View Source AI.Tokenizer behaviour (fnord v0.5.8)

Oh yeah? I'm gonna make my own tokenizer, with blackjack and hookers!

                                                -- ~Bender~ ChatGPT

The only tokenizer modules available for elixir when this was written are either older and don't correctly count for OpenAI's newer models (Gpt3Tokenizer) or can't be used in an escript because they require priv access or OTP support beyond escript's abilities (Tokenizers).

Summary

Functions

Splits a string into chunks of max_tokens tokens using the algorithm defined for the specified model.

Decodes a list of token IDs into a text string using the algorithm defined for the specified model.

Encodes a text string into a list of token IDs using the algorithm defined for the specified model.

Returns the tokenizer implementation module currently in use.

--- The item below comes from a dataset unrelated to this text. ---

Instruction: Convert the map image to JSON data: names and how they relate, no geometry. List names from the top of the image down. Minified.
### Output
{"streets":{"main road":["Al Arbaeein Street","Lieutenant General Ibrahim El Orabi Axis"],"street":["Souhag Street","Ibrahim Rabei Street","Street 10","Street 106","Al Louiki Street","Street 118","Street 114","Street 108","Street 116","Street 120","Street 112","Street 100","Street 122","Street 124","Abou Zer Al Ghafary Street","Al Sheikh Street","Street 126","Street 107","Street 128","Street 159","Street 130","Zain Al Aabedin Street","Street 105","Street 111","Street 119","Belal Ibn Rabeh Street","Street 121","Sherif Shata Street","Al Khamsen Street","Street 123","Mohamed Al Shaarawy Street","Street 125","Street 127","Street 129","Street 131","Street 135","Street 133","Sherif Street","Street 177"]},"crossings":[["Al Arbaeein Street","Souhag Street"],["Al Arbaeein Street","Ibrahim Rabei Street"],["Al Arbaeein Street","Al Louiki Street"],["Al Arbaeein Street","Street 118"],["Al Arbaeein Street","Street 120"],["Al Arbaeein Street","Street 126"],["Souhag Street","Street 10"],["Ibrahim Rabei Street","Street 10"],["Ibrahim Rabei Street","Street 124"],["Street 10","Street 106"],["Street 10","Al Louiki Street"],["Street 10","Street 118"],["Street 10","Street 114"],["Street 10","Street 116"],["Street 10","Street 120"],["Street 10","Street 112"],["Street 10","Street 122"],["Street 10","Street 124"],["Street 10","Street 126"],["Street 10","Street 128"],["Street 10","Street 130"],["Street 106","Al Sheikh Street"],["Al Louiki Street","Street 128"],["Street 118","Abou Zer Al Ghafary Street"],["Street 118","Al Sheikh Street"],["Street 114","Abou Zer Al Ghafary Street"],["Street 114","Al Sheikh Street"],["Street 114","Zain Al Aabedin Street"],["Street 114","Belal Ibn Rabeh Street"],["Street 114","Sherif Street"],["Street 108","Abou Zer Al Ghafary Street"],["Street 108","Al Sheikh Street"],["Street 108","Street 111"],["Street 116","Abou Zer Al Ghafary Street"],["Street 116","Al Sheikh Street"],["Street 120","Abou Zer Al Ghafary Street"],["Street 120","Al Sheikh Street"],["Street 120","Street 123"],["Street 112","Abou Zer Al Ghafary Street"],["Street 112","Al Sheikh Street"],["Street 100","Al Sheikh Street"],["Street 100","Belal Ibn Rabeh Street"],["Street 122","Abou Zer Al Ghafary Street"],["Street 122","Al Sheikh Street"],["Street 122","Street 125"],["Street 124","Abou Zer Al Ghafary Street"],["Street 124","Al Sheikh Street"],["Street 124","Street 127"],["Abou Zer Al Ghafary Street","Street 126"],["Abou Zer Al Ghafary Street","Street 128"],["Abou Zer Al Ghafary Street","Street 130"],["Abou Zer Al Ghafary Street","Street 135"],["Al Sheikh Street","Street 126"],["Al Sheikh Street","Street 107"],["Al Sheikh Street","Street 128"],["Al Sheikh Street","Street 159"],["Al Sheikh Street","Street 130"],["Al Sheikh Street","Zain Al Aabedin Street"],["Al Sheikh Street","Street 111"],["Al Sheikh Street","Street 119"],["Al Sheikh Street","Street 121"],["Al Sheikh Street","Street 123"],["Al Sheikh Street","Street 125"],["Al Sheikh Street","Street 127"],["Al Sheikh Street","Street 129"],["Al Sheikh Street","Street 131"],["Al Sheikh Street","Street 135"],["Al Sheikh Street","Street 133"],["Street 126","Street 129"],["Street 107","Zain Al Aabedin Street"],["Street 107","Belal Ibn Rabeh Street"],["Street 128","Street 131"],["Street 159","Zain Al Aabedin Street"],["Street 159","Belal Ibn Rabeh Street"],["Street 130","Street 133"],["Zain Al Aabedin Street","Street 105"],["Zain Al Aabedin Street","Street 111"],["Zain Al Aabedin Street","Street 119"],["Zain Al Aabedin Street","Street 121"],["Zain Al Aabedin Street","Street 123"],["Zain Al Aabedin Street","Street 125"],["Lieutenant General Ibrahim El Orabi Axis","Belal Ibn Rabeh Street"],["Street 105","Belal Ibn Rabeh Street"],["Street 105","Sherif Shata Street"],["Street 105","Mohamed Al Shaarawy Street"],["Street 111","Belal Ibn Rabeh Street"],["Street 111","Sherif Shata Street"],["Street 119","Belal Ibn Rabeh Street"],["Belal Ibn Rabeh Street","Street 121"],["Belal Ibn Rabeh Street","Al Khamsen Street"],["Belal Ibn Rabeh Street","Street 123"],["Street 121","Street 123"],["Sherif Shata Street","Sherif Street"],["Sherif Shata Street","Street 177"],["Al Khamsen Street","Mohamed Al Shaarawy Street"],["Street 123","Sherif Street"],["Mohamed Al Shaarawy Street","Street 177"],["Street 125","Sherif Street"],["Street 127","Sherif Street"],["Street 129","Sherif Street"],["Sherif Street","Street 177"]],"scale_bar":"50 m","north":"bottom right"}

This is defined in the application config, under fnord/tokenizer, allowing it to be overridden for testing.

Callbacks

decode(token_ids, model)

@callback decode(
  token_ids :: list(),
  model :: String.t()
) :: String.t()

encode(text, model)

@callback encode(
  text :: String.t(),
  model :: String.t()
) :: list()

Functions

chunk(input, max_tokens, model)

Splits a string into chunks of max_tokens tokens using the algorithm defined for the specified model.

decode(token_ids, model)

Decodes a list of token IDs into a text string using the algorithm defined for the specified model.

encode(text, model)

Encodes a text string into a list of token IDs using the algorithm defined for the specified model.

impl()

Returns the tokenizer implementation module currently in use. This is defined in the application config, under fnord/tokenizer, allowing it to be overridden for testing.